Problem statement: The answer must consist of every line in the records that contains the word "river".

Provided material:

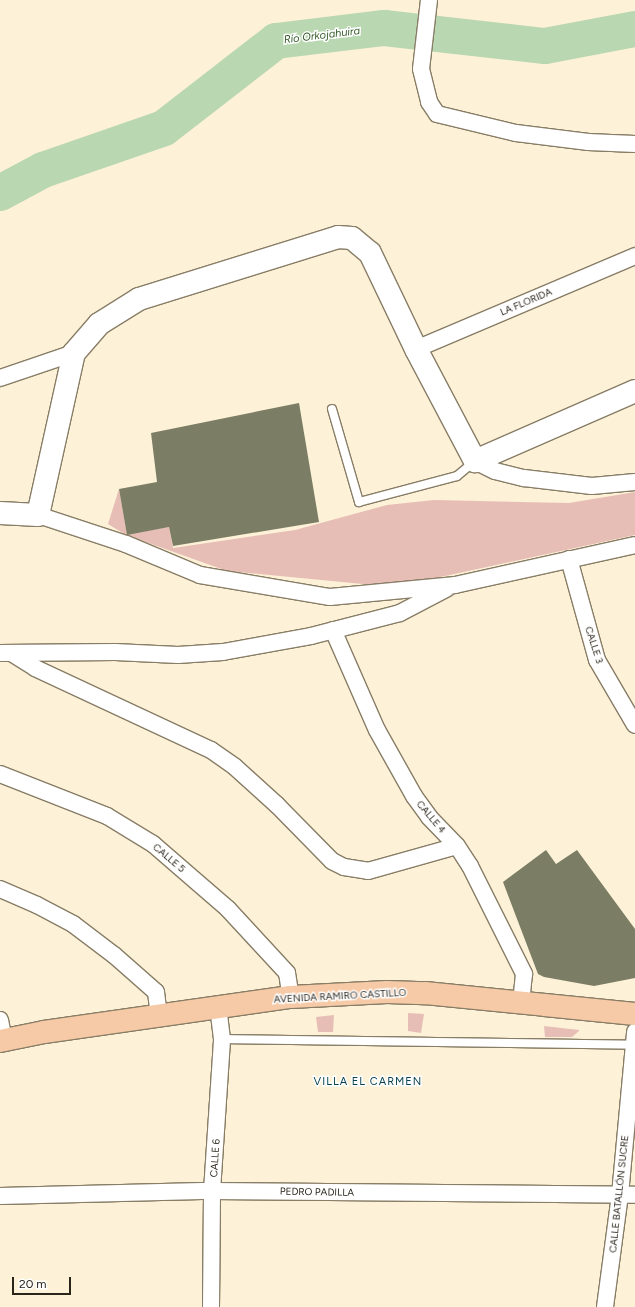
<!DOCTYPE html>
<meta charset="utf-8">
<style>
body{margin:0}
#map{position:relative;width:635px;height:1307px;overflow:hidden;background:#fdf1d7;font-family:Figtree,sans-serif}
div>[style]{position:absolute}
.green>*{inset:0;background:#e7beb6}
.river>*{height:36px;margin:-18px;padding:0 18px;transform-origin:18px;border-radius:18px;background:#b9d7b1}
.building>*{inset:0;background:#7b7d65}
.roads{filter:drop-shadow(1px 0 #887d66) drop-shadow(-1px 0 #887d66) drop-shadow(0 1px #887d66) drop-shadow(0 -1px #887d66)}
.service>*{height:8px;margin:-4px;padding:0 4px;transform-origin:4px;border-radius:4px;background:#fff}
.minor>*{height:16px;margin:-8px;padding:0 8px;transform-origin:8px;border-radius:8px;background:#fff}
.secondary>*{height:22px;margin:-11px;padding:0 11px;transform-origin:11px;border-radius:11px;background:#fff}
.primary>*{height:22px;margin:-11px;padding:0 11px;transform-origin:11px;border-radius:11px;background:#f6caa6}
span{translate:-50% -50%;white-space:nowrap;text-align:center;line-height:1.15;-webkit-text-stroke:3px #fff;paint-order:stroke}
.street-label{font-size:10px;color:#29251b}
.water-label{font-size:11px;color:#325a26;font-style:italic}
.neighbourhood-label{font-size:11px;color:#094351;letter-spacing:1px}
.scale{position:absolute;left:12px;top:1277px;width:59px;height:18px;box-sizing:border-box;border:2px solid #29251b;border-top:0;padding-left:5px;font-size:12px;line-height:14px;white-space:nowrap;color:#29251b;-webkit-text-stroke:3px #fff;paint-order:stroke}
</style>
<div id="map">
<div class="green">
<div style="clip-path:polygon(119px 489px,127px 534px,169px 527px,173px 548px,295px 530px,387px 505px,434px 500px,569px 503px,635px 492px,635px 535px,394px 587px,227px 571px,126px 535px,108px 524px)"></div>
<div style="clip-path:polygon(408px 1013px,424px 1014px,421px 1033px,408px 1031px)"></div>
<div style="clip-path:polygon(334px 1015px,333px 1032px,318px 1032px,316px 1017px)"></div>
<div style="clip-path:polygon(544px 1026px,579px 1030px,579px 1031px,572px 1037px,545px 1037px)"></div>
</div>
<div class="river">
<div style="left:0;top:193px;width:49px;rotate:-28.1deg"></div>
<div style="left:43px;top:170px;width:128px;rotate:-19.1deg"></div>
<div style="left:164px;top:128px;width:142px;rotate:-37.8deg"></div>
<div style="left:276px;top:41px;width:109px;rotate:-6.9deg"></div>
<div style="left:384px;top:28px;width:162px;rotate:6.4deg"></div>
<div style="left:545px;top:46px;width:92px;rotate:-10.7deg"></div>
</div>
<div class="building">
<div style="clip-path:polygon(299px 403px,319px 522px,173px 546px,169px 527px,127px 535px,119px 489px,157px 482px,151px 433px)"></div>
<div style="clip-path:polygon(546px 850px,556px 864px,577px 850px,635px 929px,635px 978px,594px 986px,544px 977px,538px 974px,503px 882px)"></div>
</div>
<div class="roads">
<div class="service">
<div style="left:332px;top:409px;width:97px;rotate:73.8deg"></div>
<div style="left:359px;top:502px;width:101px;rotate:-14.9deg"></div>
<div style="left:457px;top:476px;width:23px;rotate:-40deg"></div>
<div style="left:222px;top:1039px;width:412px;rotate:0.8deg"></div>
</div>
<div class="minor">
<div style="left:429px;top:0;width:69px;rotate:96.6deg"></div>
<div style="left:421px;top:69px;width:34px;rotate:76deg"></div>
<div style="left:429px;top:102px;width:14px;rotate:56deg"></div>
<div style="left:437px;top:114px;width:81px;rotate:13.5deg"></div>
<div style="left:516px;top:133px;width:73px;rotate:7.1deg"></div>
<div style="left:588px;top:142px;width:47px;rotate:2.4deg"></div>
<div style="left:416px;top:349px;width:238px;rotate:-23deg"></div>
<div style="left:0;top:378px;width:78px;rotate:-18.7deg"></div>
<div style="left:475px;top:461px;width:22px;rotate:27deg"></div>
<div style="left:495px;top:471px;width:30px;rotate:14deg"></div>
<div style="left:524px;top:478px;width:68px;rotate:6.7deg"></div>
<div style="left:592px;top:486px;width:43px;rotate:-5.3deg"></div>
<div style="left:38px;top:515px;width:93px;rotate:18.2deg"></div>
<div style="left:126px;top:544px;width:80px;rotate:22.7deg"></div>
<div style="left:200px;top:575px;width:132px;rotate:9.6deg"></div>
<div style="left:330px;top:597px;width:126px;rotate:-5.5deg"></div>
<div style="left:455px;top:585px;width:184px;rotate:-12.5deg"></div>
<div style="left:569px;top:559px;width:105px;rotate:74.5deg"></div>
<div style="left:597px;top:660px;width:75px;rotate:59.7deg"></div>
<div style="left:333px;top:630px;width:109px;rotate:66.3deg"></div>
<div style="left:377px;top:730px;width:76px;rotate:60.7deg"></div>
<div style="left:414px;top:796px;width:26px;rotate:54deg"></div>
<div style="left:429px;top:817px;width:40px;rotate:46deg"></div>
<div style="left:457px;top:846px;width:24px;rotate:57deg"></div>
<div style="left:470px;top:866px;width:121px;rotate:63.4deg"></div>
<div style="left:524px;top:974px;width:28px;rotate:96deg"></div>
<div style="left:0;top:653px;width:115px;rotate:-0.5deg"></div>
<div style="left:115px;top:652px;width:63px;rotate:2.7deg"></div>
<div style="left:178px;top:655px;width:45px;rotate:-3.8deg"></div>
<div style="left:223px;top:652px;width:89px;rotate:-10.3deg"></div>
<div style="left:311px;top:636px;width:92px;rotate:-14.5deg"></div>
<div style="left:400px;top:613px;width:52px;rotate:-27.6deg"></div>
<div style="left:13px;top:654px;width:26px;rotate:32deg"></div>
<div style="left:35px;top:668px;width:194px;rotate:25deg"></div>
<div style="left:211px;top:750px;width:29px;rotate:35deg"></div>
<div style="left:235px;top:767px;width:57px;rotate:42.1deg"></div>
<div style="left:277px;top:805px;width:78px;rotate:45.5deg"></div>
<div style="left:332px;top:861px;width:13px;rotate:27deg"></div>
<div style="left:344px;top:867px;width:24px;rotate:9deg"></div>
<div style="left:368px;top:871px;width:92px;rotate:-15.7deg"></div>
<div style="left:0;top:774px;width:115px;rotate:21.4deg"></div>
<div style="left:107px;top:816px;width:54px;rotate:31.3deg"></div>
<div style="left:153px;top:844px;width:99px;rotate:40.9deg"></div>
<div style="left:228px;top:909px;width:87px;rotate:47.3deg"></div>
<div style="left:287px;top:973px;width:24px;rotate:81deg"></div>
<div style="left:0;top:889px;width:40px;rotate:23.4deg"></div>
<div style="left:37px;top:905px;width:41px;rotate:27.8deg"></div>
<div style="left:73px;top:924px;width:51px;rotate:37.1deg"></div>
<div style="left:114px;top:955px;width:56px;rotate:41.4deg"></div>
<div style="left:156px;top:992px;width:24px;rotate:83deg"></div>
<div style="left:0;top:1020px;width:20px;rotate:79deg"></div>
<div style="left:0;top:1196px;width:212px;rotate:-1.4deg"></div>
<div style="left:212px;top:1191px;width:423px;rotate:0.5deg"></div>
<div style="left:211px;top:1307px;width:116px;rotate:-89.5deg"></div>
<div style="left:212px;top:1191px;width:152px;rotate:-86.2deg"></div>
<div style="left:222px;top:1039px;width:31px;rotate:-97deg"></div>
<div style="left:605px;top:1307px;width:113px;rotate:-82.4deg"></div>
<div style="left:620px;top:1195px;width:164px;rotate:-84.7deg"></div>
</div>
<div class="secondary">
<div style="left:0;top:513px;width:38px;rotate:3deg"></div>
<div style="left:38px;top:515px;width:166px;rotate:-77.5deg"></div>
<div style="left:74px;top:353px;width:38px;rotate:-49deg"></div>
<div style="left:99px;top:324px;width:47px;rotate:-32deg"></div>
<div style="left:139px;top:299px;width:208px;rotate:-17.3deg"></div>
<div style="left:338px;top:237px;width:14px;rotate:4deg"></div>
<div style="left:352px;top:238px;width:23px;rotate:40deg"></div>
<div style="left:370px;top:253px;width:106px;rotate:64.4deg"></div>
<div style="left:416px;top:349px;width:127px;rotate:62.2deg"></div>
<div style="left:475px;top:461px;width:175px;rotate:-23.6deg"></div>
</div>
<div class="primary">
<div style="left:0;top:1041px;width:45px;rotate:-11.6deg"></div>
<div style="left:44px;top:1032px;width:249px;rotate:-8.1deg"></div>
<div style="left:291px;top:997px;width:96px;rotate:-3deg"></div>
<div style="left:387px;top:992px;width:38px;rotate:2deg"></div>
<div style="left:425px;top:993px;width:211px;rotate:5.7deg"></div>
</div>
</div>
<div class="street-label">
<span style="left:526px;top:302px;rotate:-23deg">LA FLORIDA</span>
<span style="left:594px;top:645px;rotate:72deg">CALLE 3</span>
<span style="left:431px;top:817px;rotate:50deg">CALLE 4</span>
<span style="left:169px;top:858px;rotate:40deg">CALLE 5</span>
<span style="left:340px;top:996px;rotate:-3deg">AVENIDA RAMIRO CASTILLO</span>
<span style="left:215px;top:1158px;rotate:-86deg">CALLE 6</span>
<span style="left:317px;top:1192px;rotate:1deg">PEDRO PADILLA</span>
<span style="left:619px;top:1194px;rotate:-84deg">CALLE BATALLÓN SUCRE</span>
</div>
<div class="water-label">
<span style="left:322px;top:36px;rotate:-7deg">Río Orkojahuira</span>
</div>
<div class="neighbourhood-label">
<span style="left:368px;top:1082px">VILLA EL CARMEN</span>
</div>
<div class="scale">20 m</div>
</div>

Written answer:
.river>*{height:36px;margin:-18px;padding:0 18px;transform-origin:18px;border-radius:18px;background:#b9d7b1}
<div class="river">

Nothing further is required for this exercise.